------ STORED DATA ------

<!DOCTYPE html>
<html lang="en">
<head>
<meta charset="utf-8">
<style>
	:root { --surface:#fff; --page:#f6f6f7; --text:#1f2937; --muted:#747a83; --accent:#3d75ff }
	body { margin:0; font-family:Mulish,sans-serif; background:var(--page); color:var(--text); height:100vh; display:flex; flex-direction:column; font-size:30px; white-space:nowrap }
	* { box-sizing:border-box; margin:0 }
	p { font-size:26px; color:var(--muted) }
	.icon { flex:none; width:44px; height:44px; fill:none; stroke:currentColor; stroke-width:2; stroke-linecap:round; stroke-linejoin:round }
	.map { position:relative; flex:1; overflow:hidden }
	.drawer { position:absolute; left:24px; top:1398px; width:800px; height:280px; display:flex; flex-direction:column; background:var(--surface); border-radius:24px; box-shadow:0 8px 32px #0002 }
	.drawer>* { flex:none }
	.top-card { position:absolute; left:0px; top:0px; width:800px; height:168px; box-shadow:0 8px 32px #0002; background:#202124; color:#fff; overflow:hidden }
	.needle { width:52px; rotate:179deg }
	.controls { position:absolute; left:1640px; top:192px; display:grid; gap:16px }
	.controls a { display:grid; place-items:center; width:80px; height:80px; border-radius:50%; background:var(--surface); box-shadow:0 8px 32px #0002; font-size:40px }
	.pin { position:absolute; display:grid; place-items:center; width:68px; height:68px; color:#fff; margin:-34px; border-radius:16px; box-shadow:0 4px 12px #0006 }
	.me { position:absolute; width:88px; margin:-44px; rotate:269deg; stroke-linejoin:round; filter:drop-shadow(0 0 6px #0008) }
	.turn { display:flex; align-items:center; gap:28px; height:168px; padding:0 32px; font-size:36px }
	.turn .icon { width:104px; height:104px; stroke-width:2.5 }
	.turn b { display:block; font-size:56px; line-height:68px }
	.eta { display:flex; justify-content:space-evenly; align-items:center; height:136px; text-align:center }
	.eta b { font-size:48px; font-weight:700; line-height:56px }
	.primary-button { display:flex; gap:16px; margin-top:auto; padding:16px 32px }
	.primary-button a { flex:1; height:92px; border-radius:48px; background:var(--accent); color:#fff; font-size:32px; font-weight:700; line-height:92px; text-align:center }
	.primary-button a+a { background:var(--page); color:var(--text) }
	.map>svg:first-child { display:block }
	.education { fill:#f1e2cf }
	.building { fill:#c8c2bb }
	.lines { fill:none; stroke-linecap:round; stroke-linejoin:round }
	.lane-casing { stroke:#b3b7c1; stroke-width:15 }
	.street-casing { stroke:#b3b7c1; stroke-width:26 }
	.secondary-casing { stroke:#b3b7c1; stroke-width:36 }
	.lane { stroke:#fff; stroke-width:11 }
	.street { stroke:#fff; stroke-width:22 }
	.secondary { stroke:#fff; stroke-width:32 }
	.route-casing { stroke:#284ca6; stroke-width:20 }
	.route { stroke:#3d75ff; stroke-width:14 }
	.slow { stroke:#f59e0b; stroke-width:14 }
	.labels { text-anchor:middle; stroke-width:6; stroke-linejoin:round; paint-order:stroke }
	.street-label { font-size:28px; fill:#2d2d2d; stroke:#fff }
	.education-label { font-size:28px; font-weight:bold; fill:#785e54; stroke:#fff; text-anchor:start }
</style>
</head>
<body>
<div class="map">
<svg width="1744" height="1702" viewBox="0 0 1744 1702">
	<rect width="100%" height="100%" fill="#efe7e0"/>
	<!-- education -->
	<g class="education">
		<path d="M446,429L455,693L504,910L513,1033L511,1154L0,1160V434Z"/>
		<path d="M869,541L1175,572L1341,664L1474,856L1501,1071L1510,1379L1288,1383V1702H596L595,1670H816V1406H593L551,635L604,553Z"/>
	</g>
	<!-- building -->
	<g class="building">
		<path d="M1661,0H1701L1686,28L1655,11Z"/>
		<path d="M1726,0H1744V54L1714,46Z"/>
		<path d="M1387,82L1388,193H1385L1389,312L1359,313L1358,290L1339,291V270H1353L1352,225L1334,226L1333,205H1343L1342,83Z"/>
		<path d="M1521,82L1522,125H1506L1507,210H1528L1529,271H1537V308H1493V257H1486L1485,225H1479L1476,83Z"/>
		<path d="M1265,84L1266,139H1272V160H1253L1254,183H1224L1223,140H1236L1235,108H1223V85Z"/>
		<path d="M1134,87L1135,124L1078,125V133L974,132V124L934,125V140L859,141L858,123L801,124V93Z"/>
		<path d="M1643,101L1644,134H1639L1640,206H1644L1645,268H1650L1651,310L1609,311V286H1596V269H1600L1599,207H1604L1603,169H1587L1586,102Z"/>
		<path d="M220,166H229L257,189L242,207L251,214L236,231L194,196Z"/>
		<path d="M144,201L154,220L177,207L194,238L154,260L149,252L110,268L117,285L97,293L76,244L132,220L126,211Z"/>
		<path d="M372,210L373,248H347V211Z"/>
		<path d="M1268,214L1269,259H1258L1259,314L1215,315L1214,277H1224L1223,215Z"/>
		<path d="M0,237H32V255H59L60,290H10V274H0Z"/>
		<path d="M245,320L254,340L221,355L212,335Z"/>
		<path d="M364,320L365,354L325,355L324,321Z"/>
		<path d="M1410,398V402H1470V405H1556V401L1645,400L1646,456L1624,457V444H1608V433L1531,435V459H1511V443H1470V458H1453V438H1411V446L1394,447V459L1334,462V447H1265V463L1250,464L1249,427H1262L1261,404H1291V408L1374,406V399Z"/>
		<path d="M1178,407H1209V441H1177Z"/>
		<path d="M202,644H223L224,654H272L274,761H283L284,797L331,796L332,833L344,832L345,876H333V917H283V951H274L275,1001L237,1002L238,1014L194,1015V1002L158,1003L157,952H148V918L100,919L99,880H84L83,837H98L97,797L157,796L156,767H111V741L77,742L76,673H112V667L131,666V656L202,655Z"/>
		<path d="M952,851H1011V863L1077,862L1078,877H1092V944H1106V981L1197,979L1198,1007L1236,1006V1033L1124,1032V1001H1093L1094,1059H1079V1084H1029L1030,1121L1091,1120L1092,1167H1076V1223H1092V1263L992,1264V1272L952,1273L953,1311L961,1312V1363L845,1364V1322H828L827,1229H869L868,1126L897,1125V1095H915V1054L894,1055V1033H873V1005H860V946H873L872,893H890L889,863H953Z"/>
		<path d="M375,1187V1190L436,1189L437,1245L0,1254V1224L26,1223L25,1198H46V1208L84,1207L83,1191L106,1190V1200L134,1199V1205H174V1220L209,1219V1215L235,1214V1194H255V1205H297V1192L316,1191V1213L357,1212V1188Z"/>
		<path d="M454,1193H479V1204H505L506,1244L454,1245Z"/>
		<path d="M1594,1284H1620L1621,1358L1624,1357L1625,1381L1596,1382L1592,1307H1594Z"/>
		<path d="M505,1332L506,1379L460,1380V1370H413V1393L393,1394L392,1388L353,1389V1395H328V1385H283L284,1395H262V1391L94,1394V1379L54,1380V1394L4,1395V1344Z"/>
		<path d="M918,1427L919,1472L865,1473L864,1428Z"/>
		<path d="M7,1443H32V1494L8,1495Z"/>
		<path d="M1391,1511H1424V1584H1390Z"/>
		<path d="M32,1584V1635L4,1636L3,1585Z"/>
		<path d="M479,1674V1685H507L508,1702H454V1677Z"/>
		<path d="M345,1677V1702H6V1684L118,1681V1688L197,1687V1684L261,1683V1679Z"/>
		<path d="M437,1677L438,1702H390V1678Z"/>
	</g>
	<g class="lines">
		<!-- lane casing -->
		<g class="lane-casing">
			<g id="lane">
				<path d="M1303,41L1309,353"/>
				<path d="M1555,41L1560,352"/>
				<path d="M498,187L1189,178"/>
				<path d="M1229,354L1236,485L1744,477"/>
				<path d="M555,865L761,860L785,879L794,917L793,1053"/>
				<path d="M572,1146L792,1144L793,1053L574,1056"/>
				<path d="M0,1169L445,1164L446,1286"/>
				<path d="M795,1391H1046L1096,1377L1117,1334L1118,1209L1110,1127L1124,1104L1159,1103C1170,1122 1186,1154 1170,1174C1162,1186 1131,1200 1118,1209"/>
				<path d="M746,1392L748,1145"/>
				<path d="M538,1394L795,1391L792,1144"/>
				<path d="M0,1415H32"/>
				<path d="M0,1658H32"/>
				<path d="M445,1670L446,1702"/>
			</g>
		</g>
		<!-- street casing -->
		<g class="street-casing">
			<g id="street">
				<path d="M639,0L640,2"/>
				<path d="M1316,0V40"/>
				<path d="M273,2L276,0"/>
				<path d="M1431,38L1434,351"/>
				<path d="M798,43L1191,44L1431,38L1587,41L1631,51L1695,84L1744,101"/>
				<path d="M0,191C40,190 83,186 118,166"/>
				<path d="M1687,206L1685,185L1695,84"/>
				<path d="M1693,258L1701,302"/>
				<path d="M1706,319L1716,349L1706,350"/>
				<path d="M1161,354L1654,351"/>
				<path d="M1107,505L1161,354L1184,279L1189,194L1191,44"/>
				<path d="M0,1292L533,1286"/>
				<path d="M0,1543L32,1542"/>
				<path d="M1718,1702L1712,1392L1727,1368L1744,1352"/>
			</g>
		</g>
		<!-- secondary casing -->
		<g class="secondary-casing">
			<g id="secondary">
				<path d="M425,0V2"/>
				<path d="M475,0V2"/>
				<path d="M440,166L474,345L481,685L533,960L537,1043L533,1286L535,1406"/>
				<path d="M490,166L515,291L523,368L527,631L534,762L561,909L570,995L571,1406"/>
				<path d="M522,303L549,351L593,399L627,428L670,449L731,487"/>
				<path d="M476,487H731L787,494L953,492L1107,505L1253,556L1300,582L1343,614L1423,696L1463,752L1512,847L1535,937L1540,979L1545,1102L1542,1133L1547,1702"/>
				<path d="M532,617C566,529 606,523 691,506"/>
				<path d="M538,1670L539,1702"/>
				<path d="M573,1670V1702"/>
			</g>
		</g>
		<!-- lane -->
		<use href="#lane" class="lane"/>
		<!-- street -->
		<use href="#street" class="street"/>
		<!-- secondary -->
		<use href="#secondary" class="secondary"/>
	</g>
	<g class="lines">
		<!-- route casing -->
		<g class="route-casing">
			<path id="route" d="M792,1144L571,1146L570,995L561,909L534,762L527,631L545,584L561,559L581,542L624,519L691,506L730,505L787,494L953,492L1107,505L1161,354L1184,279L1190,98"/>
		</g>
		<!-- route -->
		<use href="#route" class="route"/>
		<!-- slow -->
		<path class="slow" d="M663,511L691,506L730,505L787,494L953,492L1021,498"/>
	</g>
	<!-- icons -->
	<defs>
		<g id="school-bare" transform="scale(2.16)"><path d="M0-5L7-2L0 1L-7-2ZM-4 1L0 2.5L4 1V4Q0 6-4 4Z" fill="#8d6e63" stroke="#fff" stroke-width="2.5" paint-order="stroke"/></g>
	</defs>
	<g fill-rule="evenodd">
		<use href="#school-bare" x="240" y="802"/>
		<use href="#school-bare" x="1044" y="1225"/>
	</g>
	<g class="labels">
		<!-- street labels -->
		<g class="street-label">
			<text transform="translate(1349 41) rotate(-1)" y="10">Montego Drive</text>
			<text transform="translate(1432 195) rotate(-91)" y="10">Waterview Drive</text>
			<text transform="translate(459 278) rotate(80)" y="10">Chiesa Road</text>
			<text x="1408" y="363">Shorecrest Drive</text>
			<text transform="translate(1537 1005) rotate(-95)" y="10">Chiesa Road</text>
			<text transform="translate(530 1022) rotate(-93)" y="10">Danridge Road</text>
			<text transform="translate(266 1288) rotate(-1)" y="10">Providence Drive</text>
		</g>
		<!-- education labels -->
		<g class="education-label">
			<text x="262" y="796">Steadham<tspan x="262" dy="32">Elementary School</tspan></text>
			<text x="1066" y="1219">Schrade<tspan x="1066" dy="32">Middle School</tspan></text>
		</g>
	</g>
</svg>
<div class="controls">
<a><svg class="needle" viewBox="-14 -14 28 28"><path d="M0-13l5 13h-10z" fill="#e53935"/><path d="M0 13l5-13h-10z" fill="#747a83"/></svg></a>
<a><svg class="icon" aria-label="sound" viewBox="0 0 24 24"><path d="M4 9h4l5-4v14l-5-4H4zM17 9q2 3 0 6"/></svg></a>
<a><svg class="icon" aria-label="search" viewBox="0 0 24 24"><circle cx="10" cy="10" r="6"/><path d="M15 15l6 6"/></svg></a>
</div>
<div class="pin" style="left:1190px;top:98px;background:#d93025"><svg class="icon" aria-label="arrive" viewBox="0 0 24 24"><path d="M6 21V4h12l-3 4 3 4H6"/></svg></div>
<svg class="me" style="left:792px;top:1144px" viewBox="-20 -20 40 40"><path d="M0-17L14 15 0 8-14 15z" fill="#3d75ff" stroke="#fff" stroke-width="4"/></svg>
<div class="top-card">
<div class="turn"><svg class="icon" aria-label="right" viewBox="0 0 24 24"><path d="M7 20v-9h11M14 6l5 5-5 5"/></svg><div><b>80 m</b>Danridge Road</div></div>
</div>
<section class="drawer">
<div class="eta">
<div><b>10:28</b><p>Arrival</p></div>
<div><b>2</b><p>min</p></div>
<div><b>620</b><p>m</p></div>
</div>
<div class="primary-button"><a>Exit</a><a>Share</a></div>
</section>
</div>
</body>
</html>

------

■ TASK TO COMPLETE ■
Wherever the string "column" occurs in the data, copy the line that holds it.

■ SOLUTION FOR THIS PROBLEM ■
	body { margin:0; font-family:Mulish,sans-serif; background:var(--page); color:var(--text); height:100vh; display:flex; flex-direction:column; font-size:30px; white-space:nowrap }
	.drawer { position:absolute; left:24px; top:1398px; width:800px; height:280px; display:flex; flex-direction:column; background:var(--surface); border-radius:24px; box-shadow:0 8px 32px #0002 }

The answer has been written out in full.